** Opening The data block **

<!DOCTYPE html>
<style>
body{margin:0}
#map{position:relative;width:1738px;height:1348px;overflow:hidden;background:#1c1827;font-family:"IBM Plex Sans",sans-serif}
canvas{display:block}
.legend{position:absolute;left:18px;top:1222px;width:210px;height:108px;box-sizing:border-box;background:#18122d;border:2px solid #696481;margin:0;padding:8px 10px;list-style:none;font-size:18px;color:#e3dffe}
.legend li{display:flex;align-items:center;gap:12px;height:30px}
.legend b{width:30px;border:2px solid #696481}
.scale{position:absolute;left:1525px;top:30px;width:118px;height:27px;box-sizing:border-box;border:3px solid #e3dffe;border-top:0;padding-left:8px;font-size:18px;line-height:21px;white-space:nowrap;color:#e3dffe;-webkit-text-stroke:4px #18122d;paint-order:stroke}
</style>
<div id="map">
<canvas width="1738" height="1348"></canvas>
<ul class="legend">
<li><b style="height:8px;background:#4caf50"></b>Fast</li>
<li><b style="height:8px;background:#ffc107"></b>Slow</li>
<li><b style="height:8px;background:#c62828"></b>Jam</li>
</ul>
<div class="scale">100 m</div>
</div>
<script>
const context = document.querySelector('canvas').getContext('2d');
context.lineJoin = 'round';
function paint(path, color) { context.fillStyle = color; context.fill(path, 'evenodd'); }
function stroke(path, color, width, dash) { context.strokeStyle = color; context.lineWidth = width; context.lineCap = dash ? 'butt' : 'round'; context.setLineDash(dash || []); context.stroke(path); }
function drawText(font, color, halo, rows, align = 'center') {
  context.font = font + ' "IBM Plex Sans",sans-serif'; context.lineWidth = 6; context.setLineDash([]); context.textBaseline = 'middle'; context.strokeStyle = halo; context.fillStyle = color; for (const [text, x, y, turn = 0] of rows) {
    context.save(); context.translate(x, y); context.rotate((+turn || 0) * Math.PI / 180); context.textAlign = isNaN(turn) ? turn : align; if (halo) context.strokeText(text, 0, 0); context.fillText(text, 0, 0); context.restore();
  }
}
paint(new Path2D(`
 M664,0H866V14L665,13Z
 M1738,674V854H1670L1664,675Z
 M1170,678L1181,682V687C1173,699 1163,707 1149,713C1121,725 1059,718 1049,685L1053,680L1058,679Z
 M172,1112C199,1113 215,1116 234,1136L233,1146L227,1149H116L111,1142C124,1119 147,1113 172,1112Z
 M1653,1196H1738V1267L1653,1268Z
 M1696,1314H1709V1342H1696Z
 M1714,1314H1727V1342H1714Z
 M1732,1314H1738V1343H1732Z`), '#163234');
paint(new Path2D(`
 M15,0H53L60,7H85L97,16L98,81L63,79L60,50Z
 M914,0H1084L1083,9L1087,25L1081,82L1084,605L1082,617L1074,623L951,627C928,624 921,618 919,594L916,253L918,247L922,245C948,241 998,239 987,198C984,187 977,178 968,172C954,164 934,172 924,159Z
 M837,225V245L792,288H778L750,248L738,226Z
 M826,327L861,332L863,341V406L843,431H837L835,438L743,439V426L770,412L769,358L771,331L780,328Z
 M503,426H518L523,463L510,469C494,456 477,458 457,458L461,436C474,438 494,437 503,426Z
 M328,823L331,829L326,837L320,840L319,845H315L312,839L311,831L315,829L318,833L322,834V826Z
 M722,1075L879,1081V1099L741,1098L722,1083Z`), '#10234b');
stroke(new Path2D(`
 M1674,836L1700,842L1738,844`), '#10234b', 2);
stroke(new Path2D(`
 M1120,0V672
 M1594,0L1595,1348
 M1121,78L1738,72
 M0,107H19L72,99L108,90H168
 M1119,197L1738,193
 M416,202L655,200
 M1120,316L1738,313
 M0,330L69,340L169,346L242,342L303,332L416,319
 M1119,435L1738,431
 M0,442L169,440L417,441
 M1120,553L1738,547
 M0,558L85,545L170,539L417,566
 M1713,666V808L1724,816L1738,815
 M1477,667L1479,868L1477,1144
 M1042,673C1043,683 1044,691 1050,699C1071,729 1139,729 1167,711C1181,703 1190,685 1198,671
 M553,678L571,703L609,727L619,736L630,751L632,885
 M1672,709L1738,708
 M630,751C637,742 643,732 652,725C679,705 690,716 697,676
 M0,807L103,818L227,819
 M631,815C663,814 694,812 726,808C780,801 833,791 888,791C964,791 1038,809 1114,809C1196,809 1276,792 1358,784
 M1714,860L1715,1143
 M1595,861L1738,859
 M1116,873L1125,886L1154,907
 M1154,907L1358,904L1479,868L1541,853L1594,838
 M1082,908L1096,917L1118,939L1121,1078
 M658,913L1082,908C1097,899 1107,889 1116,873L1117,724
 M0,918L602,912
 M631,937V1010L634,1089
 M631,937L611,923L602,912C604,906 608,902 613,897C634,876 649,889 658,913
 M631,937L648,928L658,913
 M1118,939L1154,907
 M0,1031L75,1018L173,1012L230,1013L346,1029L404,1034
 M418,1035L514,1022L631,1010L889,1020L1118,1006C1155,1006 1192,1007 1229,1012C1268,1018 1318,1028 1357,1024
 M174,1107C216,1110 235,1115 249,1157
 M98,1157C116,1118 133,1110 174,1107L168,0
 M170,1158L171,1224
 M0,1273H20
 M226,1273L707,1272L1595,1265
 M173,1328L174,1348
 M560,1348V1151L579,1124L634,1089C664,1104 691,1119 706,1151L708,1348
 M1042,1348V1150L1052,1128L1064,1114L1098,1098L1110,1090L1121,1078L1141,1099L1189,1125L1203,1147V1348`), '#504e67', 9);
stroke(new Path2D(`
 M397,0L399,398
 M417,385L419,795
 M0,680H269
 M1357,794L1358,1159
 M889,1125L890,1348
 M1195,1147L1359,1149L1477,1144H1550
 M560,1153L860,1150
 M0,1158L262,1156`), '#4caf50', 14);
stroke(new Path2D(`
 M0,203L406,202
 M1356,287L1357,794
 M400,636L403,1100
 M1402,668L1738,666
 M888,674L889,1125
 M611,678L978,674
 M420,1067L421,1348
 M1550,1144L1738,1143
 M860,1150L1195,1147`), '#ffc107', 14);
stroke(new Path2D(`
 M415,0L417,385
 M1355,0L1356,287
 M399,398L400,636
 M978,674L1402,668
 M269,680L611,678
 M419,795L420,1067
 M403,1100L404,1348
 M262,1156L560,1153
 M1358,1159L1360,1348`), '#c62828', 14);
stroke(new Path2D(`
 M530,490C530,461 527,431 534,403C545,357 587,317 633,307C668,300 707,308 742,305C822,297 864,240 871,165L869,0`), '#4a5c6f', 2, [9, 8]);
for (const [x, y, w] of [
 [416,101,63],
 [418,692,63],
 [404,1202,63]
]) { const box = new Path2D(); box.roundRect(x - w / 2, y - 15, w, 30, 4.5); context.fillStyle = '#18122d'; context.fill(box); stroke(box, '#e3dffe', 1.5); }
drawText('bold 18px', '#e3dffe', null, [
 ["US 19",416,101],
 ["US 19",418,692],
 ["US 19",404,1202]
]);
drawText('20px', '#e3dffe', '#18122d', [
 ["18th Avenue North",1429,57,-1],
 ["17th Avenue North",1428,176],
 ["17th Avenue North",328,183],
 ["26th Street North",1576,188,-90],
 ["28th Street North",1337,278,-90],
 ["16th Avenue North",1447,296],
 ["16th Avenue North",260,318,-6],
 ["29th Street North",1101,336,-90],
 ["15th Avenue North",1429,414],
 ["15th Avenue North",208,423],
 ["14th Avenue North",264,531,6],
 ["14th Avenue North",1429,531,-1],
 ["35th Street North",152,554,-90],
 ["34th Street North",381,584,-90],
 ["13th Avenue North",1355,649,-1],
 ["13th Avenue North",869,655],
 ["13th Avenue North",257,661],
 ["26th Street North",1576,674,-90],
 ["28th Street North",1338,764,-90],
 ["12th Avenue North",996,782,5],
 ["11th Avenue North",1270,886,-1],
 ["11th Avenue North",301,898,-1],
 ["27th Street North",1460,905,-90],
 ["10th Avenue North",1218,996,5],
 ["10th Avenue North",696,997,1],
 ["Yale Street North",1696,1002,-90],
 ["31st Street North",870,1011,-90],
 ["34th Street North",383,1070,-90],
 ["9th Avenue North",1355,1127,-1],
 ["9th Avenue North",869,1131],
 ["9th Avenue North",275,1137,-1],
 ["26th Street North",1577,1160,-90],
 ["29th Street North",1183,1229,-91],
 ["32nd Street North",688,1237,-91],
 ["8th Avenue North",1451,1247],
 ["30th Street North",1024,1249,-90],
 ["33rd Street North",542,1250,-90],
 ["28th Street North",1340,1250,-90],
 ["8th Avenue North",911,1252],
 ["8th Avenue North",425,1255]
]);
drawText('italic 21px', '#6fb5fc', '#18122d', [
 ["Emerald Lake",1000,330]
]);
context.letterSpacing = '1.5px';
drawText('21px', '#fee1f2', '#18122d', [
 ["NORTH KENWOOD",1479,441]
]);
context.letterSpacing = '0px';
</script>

** Closing The data block **

**To do:** Gather all lines with the string "canvas" from the data.

**Written response:**
canvas{display:block}
<canvas width="1738" height="1348"></canvas>
const context = document.querySelector('canvas').getContext('2d');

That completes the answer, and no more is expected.